Wells Fargo was a major funder of the Dakota Access Pipeline, which was a major expansion of fossil fuel infrastructure in the country, and it’s stepped over the human rights and indigenous rights of the people of Standing Rock, and that was a major motivator for us in L.A. when a lot of those activists came back to California. They were outraged and they rightly wanted their local cities to divest from banks like Wells Fargo. But beyond that, the power that divestment has is not just to starve them of resources. Of course, they control much of the resources. But there’s one resource that they have a monopoly over, and that’s the creation of money and the extension of credit. And being able to do that with banking powers or with deposits is a special power that banks have, and they use it purely for their own ends. They own the Federal Reserve System. They elect most presidents and senators, and congresspeople. And that power is squarely in their hands, so when we examine capitalism, I try to separate it a little bit from lending unto itself, because that special money power is a public power. It’s one that we grant to them, and we back up with our full faith in credit.

Adam Simpson: Say a little more about that, because one way as you said to think about the power of bank lending is recognizing that banks actually have the power to create money through the lending process. There are a lot of misconceptions about banks function. A lot of people believe when they put their deposits in a bank, the bank takes that and makes loans.

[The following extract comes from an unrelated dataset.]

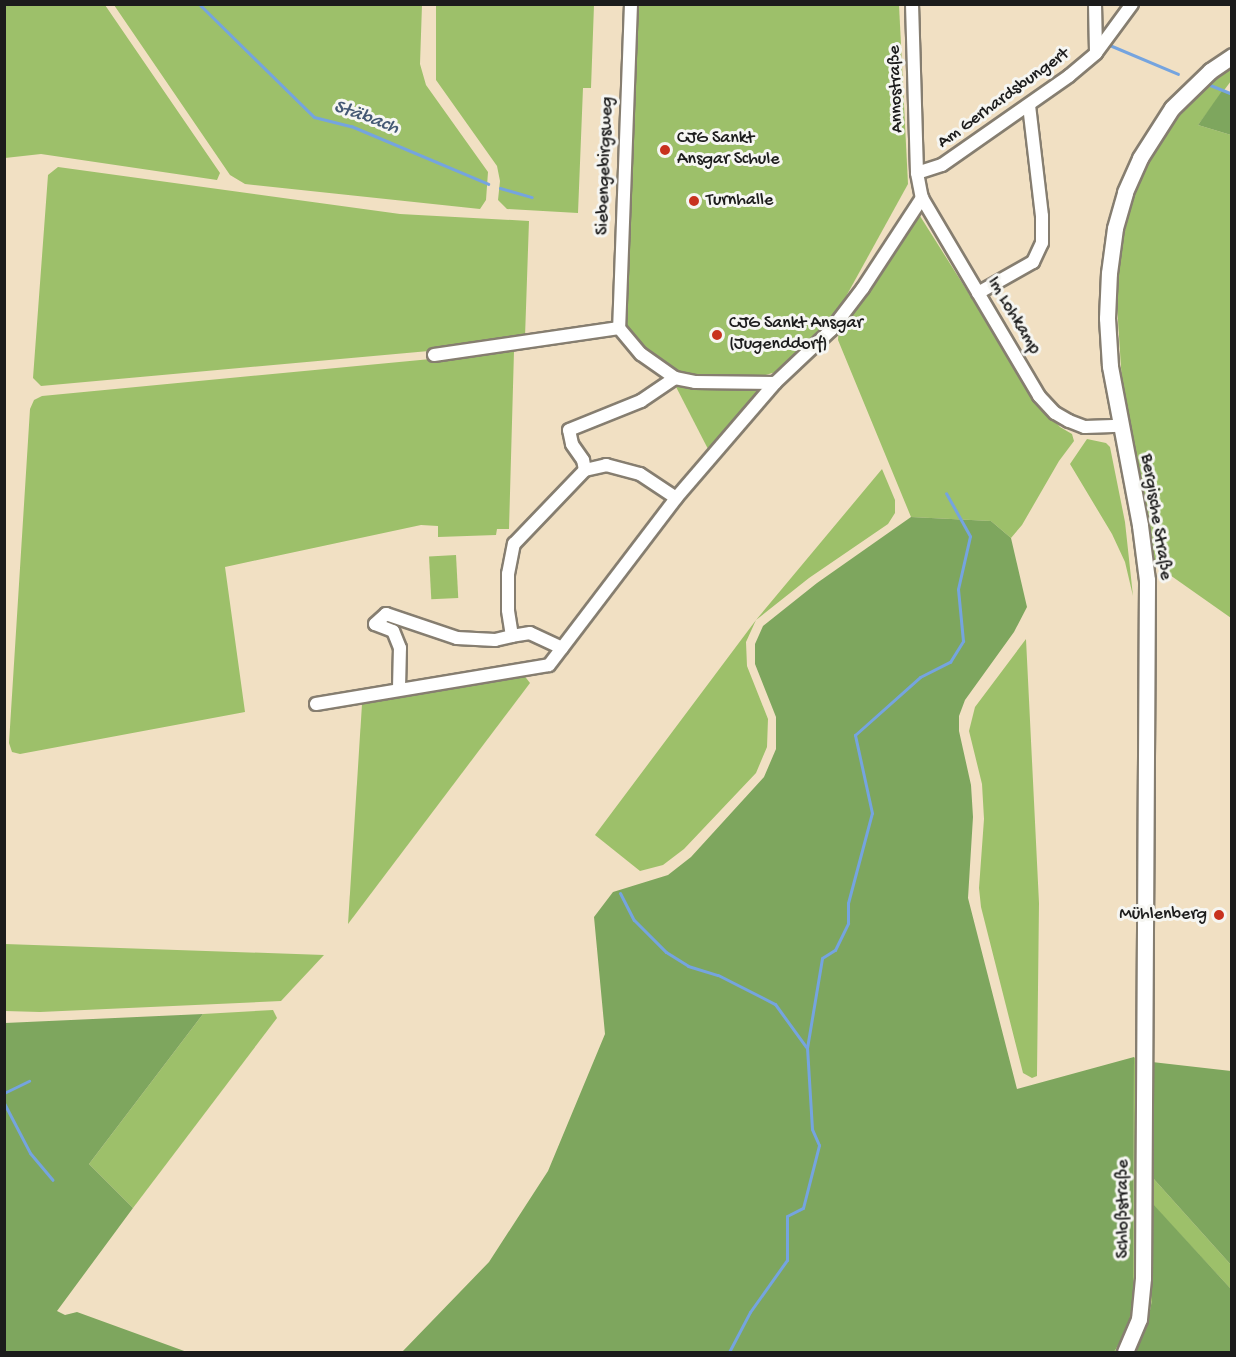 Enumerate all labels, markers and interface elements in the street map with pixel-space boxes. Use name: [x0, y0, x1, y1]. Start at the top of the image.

Have either of you had difficulty talking to people about the role a bank plays in society, and therefore what role a public bank could play?

David Jette: Yes, I think there is a veil of secrecy around finance and banking, and it’s one that is very intentional, like Juleon said. This sort of cloistered profession where only Yale and Harvard graduates can run the biggest banks, and they get paid these insane salaries and bonuses for creating alpha, right? Even though the nomenclature is purposely opaque. And a lot of that obscures some pretty simple mechanisms. Banks operate on a couple of basic principles. They take deposits. They make loans. They borrow money from the Federal Reserve at a low interest rate, and they lend it at a higher interest rate. They borrow money from each other, and they lend money to each other. They borrow money from companies, and they lend it to companies. But ultimately the interest that is paid on every one of these loans is generated by a regular person going to work every day, whether that’s paying their mortgage, or paying taxes that pays the interest and debt service the government pays on bonds, which of course makes the basis of all safe cash-flow assets in our economy that promise that taxpayers will make good on their public debt.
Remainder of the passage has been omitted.